At Time 16, as a reply, the TSP sends the TSP sentence (“Please disconnect the power supply and re-insert the network interface card more carefully.”), which is displayed in the visual stream. As a follow-up, at Time 17, the TSP sends the TSP sentence (“Are you able to connect now?”), which is displayed in the visual stream. At Time 18, the customer replies with the TS sentence (“Yes, finally! Thanks for the help.”). At Time 19, as a courtesy, the TSP replies with the TSP sentence (“Great! Once again, thank you for reaching out. We look forward to helping you out more as and when you need it. Have a wonderful day!”), which is displayed in the visual stream. The TS session may then be ended by the TSP.
Turning now to
In one or more embodiments of the invention, the computing device (500) may include one or more computer processors (512), non-persistent storage (504) (e.g., volatile memory, such as RAM, cache memory), persistent storage (506) (e.g., a hard disk, an optical drive such as a CD drive or a DVD drive, a Flash memory, etc.), a communication interface (512) (e.g., Bluetooth interface, infrared interface, network interface, optical interface, etc.), an input device(s) (510), an output device(s) (508), and numerous other elements (not shown) and functionalities. Each of these components is described below.
In one or more embodiments, the computer processor(s) (502) may be an integrated circuit for processing instructions. For example, the computer processor(s) may be one or more cores or micro-cores of a processor. The computing device (500) may also include one or more input devices (510), such as a touchscreen, keyboard, mouse, microphone, touchpad, electronic pen, or any other type of input device. Further, the communication interface (512) may include an integrated circuit for connecting the computing device (500) to a network (e.g., a LAN, a WAN, Internet, mobile network, etc.) and/or to another device, such as another computing device.

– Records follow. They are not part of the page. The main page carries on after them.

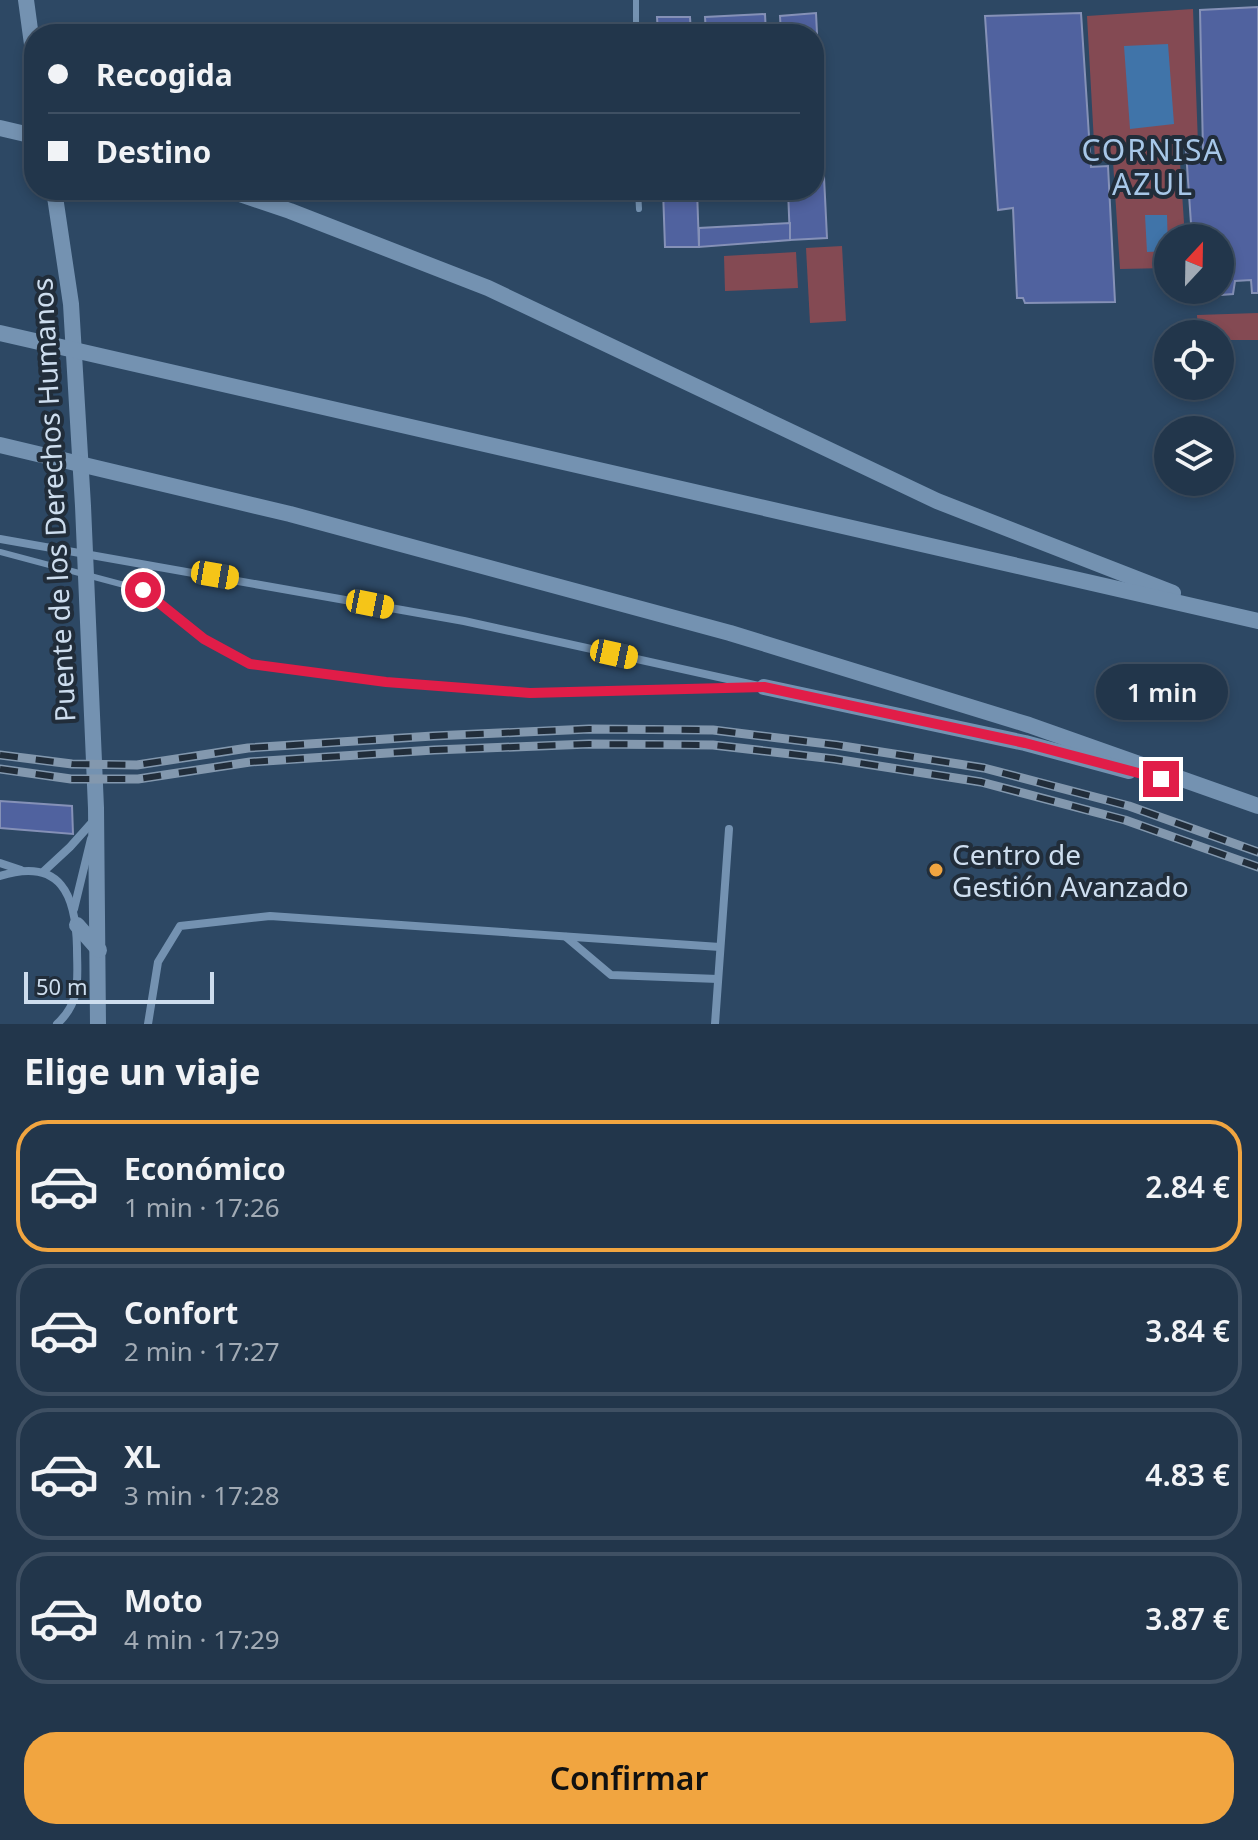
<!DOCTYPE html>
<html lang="es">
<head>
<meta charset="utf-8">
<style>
	:root { --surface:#22364b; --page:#2e4155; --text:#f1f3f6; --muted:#a2abb5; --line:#3f5063; --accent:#f1a540 }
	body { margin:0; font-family:"Noto Sans",sans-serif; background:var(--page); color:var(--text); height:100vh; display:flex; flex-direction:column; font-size:30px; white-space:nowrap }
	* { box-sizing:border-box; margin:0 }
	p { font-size:26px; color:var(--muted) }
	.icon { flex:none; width:44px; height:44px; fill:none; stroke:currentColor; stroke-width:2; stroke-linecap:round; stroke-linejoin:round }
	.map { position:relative; height:1024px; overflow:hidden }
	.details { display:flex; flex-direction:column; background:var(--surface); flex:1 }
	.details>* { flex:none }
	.guide { position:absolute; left:24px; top:24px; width:800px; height:176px; border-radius:32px; box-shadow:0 4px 12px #0003,0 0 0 2px var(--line); display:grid; align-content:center; height:176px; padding:0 24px; background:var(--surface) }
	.needle { width:52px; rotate:22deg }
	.tools { position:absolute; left:1154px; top:224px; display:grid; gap:16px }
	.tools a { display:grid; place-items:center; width:80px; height:80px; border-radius:50%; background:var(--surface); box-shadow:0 4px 12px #0003,0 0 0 2px var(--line); font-size:40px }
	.scale { position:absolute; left:24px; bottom:20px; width:190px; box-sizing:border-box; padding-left:8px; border:4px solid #cdddee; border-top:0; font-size:22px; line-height:28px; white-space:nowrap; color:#cdddee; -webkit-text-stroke:6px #212d3a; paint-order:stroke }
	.end { position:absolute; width:36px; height:36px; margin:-18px; border:10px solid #e11d48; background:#fff; box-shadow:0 0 0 4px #fff }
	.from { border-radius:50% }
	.bubble { position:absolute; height:56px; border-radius:28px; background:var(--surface); box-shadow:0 4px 12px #0003,0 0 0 2px var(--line); font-size:26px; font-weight:600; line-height:56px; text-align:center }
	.car { position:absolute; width:24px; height:48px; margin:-24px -12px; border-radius:10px; box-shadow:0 0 6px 2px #0007; background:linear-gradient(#f5c518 24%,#345 0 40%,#f5c518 0 76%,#345 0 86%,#f5c518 0) }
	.guide b { display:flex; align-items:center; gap:28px; height:76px; font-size:30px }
	.guide b+b { border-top:2px solid var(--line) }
	.guide i { width:20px; height:20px; background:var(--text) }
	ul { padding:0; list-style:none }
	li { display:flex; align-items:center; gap:24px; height:132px; margin:0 16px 12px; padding:0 8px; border:4px solid var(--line); border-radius:32px }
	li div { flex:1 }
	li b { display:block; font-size:30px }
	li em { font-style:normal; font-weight:600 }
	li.active { border-color:var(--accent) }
	li>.icon { width:72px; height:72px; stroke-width:1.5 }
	h2 { padding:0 24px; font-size:36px; line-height:96px }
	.cta { display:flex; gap:16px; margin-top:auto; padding:16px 24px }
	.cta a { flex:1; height:92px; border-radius:32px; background:var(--accent); color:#111; font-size:32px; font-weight:600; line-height:92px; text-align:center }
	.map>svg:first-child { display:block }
	.green { fill:#844a53 }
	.water { fill:#4074a9 }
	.building { fill:#50629f; stroke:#8591b7; stroke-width:2 }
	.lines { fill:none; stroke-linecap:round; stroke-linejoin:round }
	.lane { stroke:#7492b1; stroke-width:6 }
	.street { stroke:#7492b1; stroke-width:8 }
	.secondary { stroke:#7492b1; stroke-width:16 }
	.rail-casing { stroke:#8398ae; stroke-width:9 }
	.rail { stroke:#212d3a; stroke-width:6; stroke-dasharray:18; stroke-linecap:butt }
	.route { stroke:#e11d48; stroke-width:10 }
	.poi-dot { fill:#f1a540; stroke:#212d3a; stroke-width:3 }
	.labels { text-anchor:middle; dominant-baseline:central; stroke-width:8; stroke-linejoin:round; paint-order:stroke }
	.street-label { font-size:28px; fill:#cdddee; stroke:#212d3a }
	.poi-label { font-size:28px; fill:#cdddee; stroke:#212d3a; text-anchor:start }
	.neighbourhood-label { font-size:30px; letter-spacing:2px; fill:#a7c7e8; stroke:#212d3a }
</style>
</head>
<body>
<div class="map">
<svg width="1258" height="1024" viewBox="0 0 1258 1024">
	<rect width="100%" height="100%" fill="#2d4864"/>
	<!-- green -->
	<g class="green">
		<path d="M1193 9 1198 144 1179 147 1185 238H1168V268L1120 269 1113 161H1095L1087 16Z"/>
		<path d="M842 246 846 321 810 323 806 248Z"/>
		<path d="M796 252 798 288 725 291 724 256Z"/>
		<path d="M1258 313V340H1220V334H1198L1197 315Z"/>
	</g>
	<!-- water -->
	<g class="water">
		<path d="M1168 44 1174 124 1130 129 1124 46Z"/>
		<path d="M1145 215H1167L1168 251 1147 252Z"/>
	</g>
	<!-- building -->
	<g class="building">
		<path d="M1258 7V293H1252L1251 280 1235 281 1233 294 1196 297V290H1220V238H1192L1186 151H1203L1200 10Z"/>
		<path d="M816 13 827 238 790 240 788 190H814V34H781L780 16Z"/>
		<path d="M1081 13 1091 167 1108 166 1115 302 1025 303 1023 298H1017L1013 208 998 210 985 16Z"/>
		<path d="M765 14 766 34H706L705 17Z"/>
		<path d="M657 17H690L691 34H658Z"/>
		<path d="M663 190H697L699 247H665Z"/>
		<path d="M790 223V240L699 247V228Z"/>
		<path d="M0 801 72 806 73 834 0 828Z"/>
	</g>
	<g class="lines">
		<!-- lane -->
		<g class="lane">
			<path d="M636 0V34"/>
			<path d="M638 190 639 209"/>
			<path d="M0 552 143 590 204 639 250 664 386 682 530 693 754 687"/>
		</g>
		<!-- street -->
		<g class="street">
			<path d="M0 539 464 621 764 687"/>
			<path d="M0 863 21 870"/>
			<path d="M43 872 70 847 95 819"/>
			<path d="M0 876C61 857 76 895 77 948 77 979 82 1001 57 1024"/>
			<path d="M74 909 91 839"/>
			<path d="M566 937 611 975 718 979"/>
			<path d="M148 1024 158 962 180 926 270 916 720 947"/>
			<path d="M715 1024 729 829"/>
		</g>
		<!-- secondary -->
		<g class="secondary">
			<path d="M26 0 34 59"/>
			<path d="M0 128 34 136"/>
			<path d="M54 190 71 304 83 506 96 808 98 1024"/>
			<path d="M228 190 290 211 488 288 937 501 1173 593"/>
			<path d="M0 333 1258 621"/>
			<path d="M0 445 290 514 730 633 1029 725 1258 806"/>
			<path d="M764 687 1025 743 1129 771"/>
			<path d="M77 925 99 950"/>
		</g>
		<!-- rail casing -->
		<g class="rail-casing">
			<g id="rail">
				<path d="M0 755 72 764 137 765 248 748 433 736 589 729 713 730 836 745 984 768 1129 806 1258 852"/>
				<path d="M0 769 71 779H138L250 762 434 750 589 744 713 745 834 759 981 782 1125 820 1258 867"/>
			</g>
		</g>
		<!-- rail -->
		<use href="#rail" class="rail"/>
	</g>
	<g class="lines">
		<!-- route -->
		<path class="route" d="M143 590 204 639 250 664 386 682 530 693 764 687 1025 743 1161 779"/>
	</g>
	<!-- markers -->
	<circle class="poi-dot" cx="936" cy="870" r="8"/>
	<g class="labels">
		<!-- street labels -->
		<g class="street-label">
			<text transform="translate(53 500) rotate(-93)">Puente de los Derechos Humanos</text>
		</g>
		<!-- poi labels -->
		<g class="poi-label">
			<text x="952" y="854">Centro de<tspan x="952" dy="32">Gestión Avanzado</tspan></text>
		</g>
		<!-- neighbourhood labels -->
		<g class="neighbourhood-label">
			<text x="1153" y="149">CORNISA<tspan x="1153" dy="34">AZUL</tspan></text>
		</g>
	</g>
</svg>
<div class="tools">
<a><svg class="needle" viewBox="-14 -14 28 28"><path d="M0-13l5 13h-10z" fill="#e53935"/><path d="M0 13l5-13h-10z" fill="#a2abb5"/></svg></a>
<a><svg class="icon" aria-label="locate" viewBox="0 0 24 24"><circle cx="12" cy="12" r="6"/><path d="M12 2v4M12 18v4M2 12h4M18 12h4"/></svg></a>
<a><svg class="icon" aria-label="layers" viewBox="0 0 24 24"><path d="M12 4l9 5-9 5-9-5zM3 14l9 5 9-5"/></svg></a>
</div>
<div class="scale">50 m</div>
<i class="end from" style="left:143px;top:590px"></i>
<i class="end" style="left:1161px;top:779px"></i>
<div class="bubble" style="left:1096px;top:664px;width:132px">1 min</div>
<i class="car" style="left:215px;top:575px;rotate:100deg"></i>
<i class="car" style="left:370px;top:604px;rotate:101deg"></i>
<i class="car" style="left:614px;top:654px;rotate:102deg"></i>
<div class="guide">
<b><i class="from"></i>Recogida</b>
<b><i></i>Destino</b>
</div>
</div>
<section class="details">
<h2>Elige un viaje</h2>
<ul>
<li class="active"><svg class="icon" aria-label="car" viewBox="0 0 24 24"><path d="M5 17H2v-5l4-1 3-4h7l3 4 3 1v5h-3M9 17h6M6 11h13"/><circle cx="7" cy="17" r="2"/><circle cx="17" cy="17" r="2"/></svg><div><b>Económico</b><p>1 min · 17:26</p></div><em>2.84 €</em></li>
<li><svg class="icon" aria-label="car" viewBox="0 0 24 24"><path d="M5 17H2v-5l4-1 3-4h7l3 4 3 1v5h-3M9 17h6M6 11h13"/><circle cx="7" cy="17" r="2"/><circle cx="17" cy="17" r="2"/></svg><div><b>Confort</b><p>2 min · 17:27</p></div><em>3.84 €</em></li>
<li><svg class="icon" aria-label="car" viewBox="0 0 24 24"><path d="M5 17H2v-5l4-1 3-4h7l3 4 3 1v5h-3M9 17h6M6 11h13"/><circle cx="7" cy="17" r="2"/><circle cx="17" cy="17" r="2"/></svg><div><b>XL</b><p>3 min · 17:28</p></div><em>4.83 €</em></li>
<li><svg class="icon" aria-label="car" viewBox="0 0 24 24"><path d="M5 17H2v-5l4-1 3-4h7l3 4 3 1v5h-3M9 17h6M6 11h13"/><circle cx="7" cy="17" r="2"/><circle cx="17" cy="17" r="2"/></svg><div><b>Moto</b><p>4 min · 17:29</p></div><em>3.87 €</em></li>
</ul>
<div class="cta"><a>Confirmar</a></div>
</section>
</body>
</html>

In one or more embodiments, the computing device (500) may include one or more output devices (508), such as a screen (e.g., a liquid crystal display (LCD), plasma display, touchscreen, cathode ray tube (CRT) monitor, projector, or other display device), a printer, external storage, or any other output device. One or more of the output devices may be the same or different from the input device(s). The input and output device(s) may be locally or remotely connected to the computer processor(s) (502), non-persistent storage (504), and persistent storage (506). Many different types of computing devices exist, and the aforementioned input and output device(s) may take other forms.
The problems discussed throughout this application should be understood as being examples of problems solved by embodiments described herein, and the various embodiments should not be limited to solving the same/similar problems. The disclosed embodiments are broadly applicable to address a range of problems beyond those discussed herein.
While embodiments discussed herein have been described with respect to a limited number of embodiments, those skilled in the art, having the benefit of this Detailed Description, will appreciate that other embodiments can be devised which do not depart from the scope of embodiments as disclosed herein. Accordingly, the scope of embodiments described herein should be limited only by the attached claims.